学力の高い家にある本の数
ちょっと余談になりますが、家庭の蔵書数は子どもの読解力を予測するかなり有力な指標です。
15歳を対象に4年に1度行われる国際学力調査(PISA)の結果を見てみると、まず家庭にある本の数(雑誌・新聞・教科書は数に含めない)は、参加したOECD加盟国(37カ国)の平均でも、日本に限ったデータでも、「26〜100冊」と回答した参加者がもっとも多く、3割前後でした(OECD平均:29.1%、日本:34.3%)。

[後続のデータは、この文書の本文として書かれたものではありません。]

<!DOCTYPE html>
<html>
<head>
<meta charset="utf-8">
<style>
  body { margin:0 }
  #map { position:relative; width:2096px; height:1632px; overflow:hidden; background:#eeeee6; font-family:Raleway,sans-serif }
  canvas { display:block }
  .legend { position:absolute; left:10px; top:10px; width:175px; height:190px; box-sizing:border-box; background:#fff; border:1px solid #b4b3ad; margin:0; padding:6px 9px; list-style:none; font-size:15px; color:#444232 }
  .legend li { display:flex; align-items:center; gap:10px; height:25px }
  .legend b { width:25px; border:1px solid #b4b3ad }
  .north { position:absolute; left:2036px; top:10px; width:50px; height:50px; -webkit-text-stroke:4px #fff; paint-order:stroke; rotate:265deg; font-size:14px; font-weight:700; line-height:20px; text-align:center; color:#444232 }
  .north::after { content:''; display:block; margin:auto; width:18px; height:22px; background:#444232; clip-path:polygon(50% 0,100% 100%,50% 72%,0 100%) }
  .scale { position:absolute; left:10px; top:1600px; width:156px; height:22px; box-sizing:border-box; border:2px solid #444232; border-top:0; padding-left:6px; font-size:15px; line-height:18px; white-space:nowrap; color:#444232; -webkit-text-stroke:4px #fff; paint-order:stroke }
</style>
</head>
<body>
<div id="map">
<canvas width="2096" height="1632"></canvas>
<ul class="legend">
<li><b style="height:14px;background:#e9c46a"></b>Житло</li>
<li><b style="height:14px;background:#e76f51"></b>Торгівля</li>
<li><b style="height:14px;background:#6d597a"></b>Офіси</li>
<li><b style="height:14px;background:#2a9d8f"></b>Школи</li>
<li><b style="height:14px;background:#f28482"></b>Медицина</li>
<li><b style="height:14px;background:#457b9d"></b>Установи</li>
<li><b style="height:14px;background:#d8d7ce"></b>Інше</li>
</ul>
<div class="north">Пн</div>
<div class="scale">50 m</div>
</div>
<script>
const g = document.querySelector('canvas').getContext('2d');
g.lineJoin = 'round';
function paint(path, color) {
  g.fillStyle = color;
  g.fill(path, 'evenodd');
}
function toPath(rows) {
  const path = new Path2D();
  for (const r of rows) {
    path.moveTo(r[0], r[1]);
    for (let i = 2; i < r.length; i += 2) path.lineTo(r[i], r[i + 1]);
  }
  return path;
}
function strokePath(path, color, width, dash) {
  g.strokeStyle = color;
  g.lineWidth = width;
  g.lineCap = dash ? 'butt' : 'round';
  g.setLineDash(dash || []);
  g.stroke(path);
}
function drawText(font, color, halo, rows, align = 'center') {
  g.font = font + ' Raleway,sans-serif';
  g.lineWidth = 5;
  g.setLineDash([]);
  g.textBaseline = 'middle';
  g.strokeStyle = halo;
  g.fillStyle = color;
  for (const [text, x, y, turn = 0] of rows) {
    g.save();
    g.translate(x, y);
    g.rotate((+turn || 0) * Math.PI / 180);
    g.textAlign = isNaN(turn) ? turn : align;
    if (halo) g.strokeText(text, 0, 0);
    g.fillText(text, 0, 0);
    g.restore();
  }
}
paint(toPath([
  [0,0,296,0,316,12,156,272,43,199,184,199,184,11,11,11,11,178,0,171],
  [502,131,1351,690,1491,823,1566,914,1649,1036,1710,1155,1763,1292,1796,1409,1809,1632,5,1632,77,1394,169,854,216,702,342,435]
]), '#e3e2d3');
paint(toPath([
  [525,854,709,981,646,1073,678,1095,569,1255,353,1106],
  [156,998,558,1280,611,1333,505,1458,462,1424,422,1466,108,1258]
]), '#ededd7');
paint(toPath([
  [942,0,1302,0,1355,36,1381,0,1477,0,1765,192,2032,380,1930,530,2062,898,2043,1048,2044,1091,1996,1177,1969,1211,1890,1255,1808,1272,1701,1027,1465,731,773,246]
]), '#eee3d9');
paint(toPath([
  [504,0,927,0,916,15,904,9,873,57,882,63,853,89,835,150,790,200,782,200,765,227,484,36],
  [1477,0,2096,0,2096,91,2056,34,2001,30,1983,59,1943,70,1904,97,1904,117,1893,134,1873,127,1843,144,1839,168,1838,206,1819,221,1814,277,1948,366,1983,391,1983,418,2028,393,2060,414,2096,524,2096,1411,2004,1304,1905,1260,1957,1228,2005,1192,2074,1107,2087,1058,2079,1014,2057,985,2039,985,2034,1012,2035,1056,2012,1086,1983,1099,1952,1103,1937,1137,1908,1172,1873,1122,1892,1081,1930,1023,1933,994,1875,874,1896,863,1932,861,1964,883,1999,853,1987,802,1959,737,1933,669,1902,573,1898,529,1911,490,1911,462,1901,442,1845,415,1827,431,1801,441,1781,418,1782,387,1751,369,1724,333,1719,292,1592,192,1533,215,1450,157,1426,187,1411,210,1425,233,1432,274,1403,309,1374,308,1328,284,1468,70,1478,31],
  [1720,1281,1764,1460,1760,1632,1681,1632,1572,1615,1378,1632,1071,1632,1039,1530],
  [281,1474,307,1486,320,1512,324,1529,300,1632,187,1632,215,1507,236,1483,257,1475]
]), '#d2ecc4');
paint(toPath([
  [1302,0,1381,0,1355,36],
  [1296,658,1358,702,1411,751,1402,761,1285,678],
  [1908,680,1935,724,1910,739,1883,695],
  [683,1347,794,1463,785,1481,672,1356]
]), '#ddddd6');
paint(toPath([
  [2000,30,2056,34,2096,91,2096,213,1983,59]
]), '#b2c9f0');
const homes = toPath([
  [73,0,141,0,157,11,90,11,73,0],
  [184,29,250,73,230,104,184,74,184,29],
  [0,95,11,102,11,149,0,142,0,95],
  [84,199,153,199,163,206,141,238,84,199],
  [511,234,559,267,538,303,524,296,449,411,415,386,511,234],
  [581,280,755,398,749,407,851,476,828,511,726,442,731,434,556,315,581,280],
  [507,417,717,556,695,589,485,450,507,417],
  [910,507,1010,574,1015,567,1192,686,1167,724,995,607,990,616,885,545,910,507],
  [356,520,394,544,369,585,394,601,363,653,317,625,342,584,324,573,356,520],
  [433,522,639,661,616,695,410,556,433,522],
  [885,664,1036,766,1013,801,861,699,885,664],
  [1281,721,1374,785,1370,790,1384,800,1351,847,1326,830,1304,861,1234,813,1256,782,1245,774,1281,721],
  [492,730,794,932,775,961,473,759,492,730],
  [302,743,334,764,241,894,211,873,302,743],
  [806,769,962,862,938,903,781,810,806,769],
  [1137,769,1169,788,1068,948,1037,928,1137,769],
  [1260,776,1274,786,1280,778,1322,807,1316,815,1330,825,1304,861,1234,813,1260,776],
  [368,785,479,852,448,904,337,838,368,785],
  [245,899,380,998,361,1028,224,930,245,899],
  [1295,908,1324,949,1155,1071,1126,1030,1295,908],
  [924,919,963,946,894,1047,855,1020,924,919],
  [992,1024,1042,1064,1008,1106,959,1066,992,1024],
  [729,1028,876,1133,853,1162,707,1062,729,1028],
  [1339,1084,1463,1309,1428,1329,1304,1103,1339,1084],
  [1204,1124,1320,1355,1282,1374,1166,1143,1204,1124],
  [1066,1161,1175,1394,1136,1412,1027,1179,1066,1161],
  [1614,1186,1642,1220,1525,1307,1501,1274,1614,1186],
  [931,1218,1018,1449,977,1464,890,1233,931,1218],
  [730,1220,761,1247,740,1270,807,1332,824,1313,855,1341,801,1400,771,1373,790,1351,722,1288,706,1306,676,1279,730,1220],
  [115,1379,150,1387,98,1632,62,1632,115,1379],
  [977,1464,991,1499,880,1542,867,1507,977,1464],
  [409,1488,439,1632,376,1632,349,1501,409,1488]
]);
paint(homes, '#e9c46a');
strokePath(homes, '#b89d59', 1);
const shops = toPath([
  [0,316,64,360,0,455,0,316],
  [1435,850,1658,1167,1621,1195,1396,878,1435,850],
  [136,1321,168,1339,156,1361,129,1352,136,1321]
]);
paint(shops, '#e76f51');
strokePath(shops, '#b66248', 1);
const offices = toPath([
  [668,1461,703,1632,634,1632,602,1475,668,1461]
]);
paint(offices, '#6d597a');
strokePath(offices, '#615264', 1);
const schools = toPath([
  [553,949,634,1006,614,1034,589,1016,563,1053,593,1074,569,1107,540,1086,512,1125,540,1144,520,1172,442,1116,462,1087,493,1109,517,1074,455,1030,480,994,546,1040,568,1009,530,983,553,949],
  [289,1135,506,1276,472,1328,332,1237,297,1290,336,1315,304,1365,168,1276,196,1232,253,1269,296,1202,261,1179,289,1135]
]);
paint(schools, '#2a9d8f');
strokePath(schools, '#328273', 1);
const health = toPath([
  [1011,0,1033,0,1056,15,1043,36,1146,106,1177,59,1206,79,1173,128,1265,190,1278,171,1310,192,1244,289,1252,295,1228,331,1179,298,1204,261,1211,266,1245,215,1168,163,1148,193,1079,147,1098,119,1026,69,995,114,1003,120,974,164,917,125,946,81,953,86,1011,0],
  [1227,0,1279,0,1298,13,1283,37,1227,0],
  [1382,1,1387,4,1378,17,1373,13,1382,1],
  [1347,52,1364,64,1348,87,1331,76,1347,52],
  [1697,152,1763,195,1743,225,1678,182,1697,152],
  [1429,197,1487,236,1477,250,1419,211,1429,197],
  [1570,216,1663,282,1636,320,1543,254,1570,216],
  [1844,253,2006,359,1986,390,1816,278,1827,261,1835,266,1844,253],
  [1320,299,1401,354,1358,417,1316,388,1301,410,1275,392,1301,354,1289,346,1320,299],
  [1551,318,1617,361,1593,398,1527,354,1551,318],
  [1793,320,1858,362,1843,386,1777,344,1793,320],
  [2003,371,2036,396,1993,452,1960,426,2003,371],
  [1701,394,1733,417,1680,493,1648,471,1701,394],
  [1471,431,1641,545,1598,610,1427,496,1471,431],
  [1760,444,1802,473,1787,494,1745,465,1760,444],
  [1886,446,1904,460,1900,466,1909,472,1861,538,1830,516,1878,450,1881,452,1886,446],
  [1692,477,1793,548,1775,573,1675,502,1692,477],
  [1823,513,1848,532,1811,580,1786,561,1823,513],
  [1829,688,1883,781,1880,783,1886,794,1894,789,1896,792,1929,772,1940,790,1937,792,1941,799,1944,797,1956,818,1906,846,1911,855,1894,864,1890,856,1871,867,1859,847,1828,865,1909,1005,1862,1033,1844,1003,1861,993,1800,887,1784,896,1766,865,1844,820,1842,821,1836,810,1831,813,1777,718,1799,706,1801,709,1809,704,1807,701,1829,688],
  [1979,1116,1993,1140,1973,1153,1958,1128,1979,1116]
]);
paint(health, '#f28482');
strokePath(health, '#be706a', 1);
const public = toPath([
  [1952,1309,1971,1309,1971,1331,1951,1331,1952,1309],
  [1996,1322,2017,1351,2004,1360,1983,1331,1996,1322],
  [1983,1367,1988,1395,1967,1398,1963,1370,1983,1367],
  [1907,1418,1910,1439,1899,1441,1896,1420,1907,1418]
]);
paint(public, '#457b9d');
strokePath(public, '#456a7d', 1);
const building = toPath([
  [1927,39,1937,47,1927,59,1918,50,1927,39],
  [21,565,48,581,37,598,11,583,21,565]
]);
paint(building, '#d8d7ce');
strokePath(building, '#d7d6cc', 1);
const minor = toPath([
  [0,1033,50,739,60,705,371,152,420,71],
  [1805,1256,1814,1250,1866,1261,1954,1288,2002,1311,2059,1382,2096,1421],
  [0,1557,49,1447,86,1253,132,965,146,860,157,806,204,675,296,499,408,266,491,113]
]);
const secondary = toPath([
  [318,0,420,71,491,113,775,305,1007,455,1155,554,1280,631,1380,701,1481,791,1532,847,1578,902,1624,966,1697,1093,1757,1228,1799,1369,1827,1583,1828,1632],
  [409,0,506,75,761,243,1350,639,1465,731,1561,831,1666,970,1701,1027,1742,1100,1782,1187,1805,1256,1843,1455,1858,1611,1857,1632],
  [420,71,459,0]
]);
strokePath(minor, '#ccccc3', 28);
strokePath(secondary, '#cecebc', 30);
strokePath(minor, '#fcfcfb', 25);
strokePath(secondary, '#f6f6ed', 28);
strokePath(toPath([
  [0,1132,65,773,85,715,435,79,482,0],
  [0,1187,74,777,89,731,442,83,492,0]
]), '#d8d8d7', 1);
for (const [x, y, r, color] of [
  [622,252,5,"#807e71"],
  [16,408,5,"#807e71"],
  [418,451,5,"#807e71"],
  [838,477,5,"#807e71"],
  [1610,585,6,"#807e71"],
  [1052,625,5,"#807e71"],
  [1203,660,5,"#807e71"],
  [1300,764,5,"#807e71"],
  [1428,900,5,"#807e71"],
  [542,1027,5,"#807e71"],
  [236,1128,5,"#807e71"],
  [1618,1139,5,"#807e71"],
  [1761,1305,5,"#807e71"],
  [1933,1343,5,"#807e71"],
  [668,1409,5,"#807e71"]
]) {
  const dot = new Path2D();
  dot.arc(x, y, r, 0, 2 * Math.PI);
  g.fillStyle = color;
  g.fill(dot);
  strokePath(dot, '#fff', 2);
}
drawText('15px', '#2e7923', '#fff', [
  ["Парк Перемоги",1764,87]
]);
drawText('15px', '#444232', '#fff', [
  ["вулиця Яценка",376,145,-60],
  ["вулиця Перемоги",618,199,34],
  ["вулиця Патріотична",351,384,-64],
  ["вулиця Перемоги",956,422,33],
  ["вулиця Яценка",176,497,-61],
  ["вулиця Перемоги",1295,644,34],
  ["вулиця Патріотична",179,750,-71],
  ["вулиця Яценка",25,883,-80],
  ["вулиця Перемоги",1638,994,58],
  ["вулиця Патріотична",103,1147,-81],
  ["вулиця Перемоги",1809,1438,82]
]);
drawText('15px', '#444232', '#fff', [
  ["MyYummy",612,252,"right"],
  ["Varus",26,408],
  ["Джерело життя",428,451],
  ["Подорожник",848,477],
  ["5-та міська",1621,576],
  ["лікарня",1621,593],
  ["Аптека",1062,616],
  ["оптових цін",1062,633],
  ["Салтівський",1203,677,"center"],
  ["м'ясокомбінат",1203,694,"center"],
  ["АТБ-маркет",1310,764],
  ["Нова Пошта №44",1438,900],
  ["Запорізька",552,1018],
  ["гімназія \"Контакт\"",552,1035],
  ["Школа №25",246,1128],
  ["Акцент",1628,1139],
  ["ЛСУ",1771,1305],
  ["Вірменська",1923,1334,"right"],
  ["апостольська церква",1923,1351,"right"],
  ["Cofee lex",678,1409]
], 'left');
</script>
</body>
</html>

そして蔵書数と読解力の関係を見てみると、家庭に本が101冊以上ある子どもは、100冊以下しかない子どもよりも、読解力が44ポイント高かったことが報告されています(※)。この読解力の差は参加したOECD加盟国(37カ国)の平均値にもとづいたもので、親の学歴と職業を統計的に統制した後の数値です。44ポイントというのは、学力偏差値に換算すると、10分の1の4.4ポイントにあたります。
(※)Ikeda,M.,&Rech,G(2022).Does the digital world open up an increasing divide in access to print books? In PISA in Focus(Vol. No. 118). OECD Publishing.
「蔵書数」が示す学力の差
もっと極端に、「0〜10冊」と「201〜500冊」を比較すると、参加国平均で118ポイント、日本でも95ポイントの差がありました(学力偏差値に換算すると、それぞれ11.8ポイント、9.5ポイント)。こちらは親の学歴と職業を統計的に統制していない結果ですが、かなりインパクトのある差ですよね。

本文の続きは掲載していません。